WORK TO BE COMPLETED:
Please tally every line in the listing below where the word "function" appears, then give the number and nothing more.

BEGIN GIVEN DATA

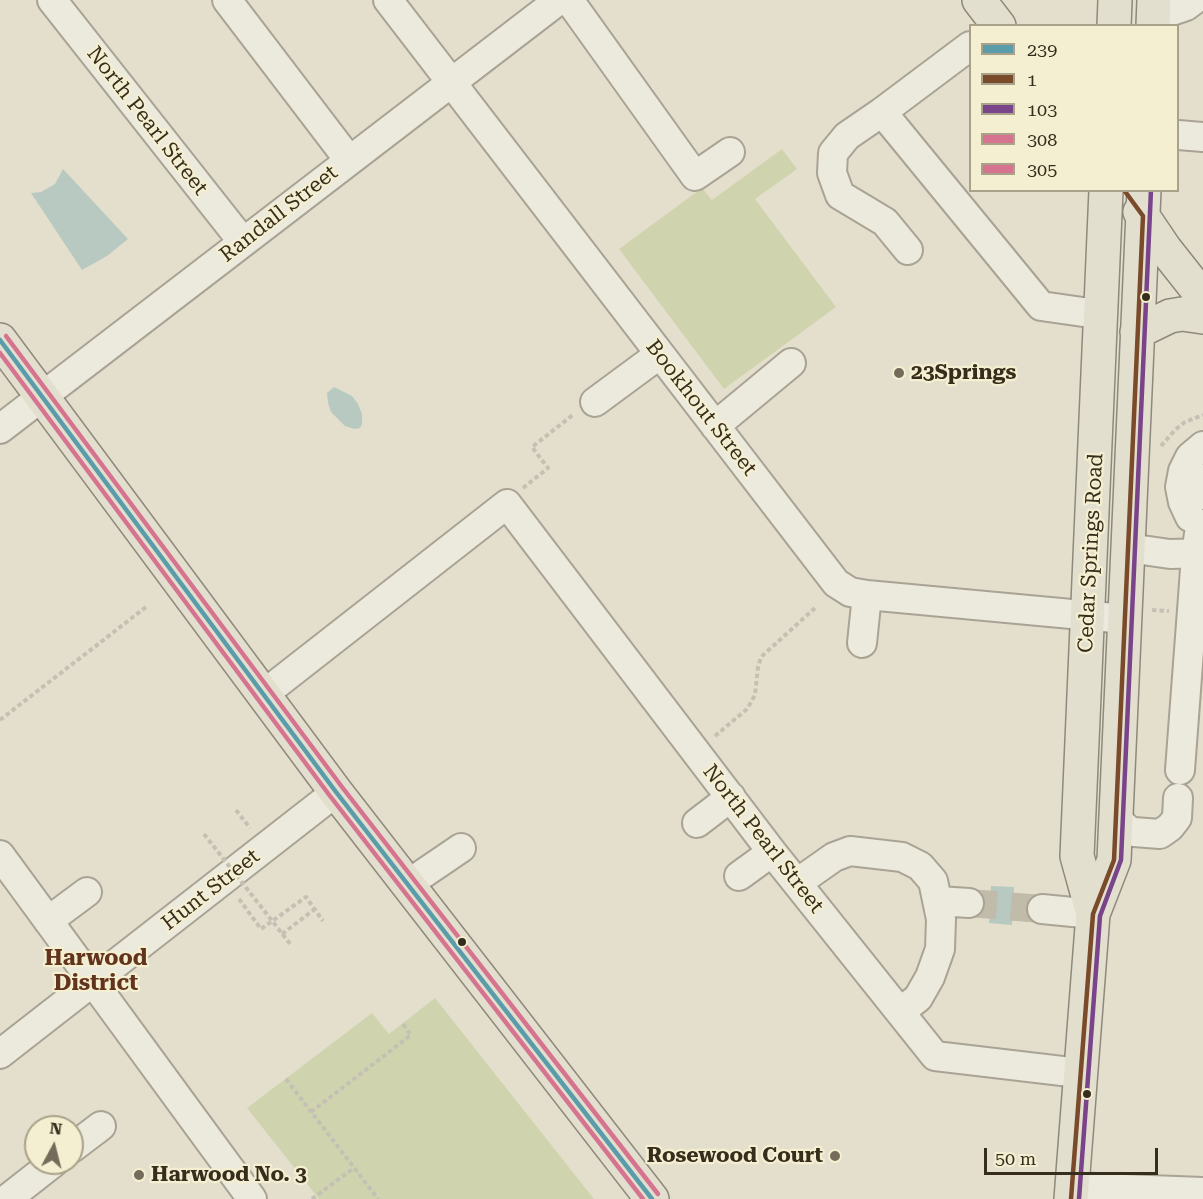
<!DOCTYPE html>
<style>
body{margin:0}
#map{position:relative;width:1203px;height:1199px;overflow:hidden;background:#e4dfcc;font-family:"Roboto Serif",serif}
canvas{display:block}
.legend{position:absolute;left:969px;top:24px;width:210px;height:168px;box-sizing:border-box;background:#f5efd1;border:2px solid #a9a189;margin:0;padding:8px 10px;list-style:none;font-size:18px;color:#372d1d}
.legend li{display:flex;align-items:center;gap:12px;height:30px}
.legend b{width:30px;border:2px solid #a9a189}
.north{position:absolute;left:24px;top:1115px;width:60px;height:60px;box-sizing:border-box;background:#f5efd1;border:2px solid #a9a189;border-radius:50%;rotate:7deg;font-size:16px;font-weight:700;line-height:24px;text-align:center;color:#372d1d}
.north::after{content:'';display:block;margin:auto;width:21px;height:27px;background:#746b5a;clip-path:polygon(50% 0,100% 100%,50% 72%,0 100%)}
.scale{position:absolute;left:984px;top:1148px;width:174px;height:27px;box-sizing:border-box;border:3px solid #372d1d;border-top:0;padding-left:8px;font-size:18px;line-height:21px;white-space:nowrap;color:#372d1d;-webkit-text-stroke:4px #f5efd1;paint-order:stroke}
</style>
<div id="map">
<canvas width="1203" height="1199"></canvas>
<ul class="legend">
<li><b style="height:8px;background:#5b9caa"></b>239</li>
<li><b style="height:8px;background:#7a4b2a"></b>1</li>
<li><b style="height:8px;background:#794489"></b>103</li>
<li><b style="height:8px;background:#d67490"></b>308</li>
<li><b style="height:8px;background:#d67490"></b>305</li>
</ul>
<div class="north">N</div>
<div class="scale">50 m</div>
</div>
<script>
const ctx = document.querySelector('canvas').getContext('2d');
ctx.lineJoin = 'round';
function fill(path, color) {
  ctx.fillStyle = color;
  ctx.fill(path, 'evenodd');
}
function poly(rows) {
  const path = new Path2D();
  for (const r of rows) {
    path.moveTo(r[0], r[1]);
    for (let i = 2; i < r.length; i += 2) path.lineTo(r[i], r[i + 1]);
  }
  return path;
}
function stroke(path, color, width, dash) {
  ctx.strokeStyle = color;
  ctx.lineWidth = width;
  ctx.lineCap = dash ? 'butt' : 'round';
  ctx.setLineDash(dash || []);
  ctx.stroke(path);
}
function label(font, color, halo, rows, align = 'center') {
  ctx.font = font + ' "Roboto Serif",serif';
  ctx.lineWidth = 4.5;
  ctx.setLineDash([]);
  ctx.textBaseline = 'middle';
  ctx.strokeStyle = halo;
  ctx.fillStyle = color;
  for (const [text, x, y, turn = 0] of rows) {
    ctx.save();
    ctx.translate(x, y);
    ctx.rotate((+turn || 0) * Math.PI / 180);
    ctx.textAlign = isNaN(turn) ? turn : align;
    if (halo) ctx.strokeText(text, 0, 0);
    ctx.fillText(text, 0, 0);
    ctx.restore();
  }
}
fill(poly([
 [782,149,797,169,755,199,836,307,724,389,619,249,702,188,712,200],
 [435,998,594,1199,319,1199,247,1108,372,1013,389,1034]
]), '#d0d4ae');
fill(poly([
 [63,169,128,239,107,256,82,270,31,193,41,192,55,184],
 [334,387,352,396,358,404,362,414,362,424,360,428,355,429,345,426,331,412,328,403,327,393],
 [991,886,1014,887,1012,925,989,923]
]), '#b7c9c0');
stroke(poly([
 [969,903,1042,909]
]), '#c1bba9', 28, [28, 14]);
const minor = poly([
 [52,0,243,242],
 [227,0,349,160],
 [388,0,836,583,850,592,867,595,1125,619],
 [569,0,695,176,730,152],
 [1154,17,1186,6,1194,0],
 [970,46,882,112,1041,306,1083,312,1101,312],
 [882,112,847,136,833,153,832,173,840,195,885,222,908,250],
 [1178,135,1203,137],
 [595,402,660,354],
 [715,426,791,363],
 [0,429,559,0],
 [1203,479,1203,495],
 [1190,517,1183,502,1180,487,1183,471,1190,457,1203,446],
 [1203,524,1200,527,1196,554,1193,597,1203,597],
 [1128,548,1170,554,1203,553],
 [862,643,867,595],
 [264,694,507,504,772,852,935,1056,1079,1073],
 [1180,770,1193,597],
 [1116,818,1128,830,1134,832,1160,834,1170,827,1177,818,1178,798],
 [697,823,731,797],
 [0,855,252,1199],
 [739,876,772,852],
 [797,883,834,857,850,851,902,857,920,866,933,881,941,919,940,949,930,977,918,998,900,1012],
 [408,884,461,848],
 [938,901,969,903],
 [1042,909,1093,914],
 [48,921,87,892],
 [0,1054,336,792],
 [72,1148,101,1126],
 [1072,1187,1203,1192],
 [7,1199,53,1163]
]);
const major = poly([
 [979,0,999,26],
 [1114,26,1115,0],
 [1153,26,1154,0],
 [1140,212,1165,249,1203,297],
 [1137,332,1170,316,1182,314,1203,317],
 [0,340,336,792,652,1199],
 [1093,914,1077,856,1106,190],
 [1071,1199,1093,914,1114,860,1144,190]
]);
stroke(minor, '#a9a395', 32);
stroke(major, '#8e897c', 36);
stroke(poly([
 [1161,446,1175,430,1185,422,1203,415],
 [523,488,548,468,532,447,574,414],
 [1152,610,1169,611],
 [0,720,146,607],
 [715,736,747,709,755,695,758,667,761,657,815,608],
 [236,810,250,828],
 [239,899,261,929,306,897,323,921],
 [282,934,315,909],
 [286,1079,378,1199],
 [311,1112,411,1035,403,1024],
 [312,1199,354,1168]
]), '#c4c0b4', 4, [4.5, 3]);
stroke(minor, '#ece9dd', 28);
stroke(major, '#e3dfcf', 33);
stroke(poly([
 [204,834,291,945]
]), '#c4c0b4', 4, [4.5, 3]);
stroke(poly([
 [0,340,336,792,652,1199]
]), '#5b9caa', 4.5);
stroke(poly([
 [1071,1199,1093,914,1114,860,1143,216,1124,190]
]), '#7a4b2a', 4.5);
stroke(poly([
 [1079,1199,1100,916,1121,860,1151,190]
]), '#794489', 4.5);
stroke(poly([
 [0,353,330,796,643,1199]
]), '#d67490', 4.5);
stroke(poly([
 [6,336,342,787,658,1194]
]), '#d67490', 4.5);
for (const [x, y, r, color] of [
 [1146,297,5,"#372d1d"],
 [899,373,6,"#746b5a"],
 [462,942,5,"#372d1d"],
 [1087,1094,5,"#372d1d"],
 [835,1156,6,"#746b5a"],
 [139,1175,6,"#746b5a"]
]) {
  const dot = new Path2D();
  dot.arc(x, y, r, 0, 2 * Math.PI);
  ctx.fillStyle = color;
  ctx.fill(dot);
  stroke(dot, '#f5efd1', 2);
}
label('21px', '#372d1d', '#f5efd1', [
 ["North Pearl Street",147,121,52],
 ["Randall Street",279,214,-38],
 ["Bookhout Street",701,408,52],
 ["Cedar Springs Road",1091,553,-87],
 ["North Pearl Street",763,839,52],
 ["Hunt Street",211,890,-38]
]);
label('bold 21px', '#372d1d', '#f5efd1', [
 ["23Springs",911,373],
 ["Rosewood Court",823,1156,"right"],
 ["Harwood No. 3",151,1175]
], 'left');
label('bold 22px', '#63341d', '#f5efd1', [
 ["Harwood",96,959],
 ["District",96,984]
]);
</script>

END GIVEN DATA

SOLVED EXERCISE:
4